**WHAT YOU WILL DO**
For the listing below, how many lines contain the word "Convert"? Answer with only that figure.

··········

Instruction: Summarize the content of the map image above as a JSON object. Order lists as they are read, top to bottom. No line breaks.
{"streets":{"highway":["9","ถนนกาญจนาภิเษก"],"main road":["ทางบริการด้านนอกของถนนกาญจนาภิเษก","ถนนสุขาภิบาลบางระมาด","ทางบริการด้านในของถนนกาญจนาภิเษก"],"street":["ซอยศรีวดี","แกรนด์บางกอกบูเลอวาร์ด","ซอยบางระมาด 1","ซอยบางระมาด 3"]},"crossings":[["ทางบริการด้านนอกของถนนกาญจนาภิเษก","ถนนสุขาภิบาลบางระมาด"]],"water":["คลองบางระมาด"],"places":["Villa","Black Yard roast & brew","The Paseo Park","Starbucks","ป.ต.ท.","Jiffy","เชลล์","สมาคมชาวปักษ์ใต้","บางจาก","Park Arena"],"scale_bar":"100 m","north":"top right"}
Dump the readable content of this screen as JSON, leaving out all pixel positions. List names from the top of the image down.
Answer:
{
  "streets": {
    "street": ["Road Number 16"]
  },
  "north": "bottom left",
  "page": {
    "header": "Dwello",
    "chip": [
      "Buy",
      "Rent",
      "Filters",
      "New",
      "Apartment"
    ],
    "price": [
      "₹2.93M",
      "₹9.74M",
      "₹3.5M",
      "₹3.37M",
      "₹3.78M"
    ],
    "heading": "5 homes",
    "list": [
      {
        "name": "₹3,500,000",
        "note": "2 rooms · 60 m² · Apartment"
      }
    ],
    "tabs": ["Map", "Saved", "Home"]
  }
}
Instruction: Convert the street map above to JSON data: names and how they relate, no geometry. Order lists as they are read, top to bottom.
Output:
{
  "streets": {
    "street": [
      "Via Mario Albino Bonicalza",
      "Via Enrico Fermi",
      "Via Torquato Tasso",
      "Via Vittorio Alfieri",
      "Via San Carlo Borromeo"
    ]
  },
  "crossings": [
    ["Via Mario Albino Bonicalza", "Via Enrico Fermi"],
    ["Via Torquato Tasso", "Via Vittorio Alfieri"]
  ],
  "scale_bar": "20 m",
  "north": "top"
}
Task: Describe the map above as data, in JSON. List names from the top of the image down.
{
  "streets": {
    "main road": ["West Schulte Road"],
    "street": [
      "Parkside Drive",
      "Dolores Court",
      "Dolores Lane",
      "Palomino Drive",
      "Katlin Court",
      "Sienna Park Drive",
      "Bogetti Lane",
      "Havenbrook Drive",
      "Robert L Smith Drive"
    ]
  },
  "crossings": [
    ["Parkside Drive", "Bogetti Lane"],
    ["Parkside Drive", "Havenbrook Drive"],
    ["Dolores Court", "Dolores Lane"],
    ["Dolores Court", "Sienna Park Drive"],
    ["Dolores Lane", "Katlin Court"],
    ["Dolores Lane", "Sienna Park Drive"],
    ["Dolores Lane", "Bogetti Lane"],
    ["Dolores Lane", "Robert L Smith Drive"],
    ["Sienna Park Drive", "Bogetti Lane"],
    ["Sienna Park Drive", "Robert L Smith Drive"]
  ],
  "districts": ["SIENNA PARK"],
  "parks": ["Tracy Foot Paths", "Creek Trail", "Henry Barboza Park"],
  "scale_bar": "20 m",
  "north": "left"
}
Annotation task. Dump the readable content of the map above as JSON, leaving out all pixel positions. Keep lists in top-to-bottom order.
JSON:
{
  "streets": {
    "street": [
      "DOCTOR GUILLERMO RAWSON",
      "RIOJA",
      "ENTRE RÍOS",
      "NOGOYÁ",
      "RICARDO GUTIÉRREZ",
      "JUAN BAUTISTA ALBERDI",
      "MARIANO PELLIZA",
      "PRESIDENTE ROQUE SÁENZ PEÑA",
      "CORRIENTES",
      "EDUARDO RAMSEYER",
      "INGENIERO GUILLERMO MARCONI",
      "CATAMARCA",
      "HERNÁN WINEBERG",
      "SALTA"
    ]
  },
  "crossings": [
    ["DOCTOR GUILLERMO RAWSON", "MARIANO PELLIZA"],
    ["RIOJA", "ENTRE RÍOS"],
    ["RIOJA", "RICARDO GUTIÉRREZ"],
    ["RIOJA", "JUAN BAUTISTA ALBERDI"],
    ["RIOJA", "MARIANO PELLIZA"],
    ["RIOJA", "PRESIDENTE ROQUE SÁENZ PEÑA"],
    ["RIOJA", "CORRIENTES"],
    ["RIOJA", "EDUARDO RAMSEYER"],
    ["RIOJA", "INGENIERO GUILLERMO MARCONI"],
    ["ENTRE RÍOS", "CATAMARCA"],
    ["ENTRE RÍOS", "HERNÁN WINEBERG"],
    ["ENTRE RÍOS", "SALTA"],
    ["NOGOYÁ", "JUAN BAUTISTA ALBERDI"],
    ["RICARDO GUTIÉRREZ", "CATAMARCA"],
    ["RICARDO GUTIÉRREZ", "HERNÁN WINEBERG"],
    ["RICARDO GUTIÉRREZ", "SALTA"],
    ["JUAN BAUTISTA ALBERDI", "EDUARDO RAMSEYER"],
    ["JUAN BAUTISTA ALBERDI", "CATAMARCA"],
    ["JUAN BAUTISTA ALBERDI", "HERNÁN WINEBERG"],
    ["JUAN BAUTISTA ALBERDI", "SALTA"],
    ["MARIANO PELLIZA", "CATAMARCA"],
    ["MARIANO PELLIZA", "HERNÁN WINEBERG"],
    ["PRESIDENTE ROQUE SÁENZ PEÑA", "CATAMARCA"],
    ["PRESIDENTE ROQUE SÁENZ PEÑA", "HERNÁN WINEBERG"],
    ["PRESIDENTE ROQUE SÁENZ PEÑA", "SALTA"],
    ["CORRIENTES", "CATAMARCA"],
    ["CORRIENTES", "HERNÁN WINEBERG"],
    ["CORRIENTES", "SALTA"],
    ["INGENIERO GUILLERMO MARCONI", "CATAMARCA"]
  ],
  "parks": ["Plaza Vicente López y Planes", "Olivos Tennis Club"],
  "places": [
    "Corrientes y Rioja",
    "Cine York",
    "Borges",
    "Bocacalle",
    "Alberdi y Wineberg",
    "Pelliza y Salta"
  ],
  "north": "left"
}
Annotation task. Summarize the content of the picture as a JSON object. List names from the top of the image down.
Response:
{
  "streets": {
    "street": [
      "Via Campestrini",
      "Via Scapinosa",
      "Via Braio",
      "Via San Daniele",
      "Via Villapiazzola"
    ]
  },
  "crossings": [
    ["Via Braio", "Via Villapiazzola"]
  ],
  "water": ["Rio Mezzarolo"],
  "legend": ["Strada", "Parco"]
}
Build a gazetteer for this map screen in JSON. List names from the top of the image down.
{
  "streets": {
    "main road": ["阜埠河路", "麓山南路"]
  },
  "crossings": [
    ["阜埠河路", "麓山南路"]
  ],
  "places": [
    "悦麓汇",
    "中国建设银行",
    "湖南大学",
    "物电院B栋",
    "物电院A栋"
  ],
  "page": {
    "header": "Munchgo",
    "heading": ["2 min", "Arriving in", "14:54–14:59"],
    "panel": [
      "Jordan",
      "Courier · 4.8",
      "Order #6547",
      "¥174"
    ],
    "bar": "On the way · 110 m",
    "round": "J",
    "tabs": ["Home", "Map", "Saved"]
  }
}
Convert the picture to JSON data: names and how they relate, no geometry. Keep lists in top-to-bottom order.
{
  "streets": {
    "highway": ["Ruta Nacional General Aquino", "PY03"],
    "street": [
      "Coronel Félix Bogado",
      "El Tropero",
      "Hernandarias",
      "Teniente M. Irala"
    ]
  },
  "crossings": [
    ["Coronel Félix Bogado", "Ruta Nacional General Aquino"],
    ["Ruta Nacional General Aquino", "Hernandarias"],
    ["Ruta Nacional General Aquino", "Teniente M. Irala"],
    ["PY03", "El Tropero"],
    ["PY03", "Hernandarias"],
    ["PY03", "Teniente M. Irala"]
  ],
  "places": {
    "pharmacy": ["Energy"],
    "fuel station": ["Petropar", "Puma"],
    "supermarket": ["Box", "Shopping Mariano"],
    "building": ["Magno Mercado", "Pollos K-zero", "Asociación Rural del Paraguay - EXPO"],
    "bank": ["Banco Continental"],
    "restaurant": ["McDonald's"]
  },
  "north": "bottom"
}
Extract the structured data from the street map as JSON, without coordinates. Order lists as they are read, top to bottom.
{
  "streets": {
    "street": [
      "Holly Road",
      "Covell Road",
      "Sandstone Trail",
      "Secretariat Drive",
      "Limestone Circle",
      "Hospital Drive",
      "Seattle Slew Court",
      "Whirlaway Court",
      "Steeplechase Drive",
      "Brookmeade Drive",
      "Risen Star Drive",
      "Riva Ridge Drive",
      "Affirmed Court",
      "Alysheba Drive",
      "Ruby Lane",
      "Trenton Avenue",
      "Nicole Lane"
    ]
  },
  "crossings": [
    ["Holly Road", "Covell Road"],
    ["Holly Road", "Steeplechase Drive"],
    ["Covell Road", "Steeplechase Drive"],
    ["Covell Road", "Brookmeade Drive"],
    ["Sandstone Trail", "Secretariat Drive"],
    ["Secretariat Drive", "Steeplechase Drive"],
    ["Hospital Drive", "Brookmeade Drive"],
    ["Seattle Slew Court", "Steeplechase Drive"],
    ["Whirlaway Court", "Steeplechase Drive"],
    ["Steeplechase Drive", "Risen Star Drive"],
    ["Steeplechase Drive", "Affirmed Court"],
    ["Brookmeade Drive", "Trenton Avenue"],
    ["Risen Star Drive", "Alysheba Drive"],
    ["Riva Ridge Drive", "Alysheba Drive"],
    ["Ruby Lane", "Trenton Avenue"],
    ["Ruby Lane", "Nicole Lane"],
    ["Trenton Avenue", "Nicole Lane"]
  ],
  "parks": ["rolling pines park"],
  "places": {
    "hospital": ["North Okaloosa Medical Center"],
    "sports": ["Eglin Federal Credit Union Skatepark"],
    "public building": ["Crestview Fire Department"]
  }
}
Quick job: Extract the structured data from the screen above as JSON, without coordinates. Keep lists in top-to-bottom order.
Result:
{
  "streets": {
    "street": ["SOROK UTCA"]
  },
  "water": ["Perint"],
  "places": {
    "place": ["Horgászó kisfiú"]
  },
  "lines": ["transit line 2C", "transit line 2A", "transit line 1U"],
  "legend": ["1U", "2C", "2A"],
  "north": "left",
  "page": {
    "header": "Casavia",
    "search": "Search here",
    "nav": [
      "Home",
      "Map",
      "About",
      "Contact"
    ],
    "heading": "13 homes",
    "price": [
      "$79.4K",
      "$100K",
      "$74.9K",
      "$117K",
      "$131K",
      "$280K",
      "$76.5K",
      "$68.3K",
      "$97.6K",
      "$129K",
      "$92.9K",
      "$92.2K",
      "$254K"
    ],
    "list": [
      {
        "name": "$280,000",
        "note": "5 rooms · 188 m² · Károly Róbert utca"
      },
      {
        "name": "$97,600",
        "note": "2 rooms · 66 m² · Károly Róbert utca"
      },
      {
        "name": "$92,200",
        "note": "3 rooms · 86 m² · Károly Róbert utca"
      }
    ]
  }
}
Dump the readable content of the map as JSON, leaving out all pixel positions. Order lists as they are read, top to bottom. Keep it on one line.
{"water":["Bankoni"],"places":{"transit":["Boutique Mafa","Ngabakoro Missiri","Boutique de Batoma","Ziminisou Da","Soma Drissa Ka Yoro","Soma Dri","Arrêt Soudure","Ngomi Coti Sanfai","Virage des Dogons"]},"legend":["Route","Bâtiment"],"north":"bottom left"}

··········

**WRITTEN RESPONSE**
2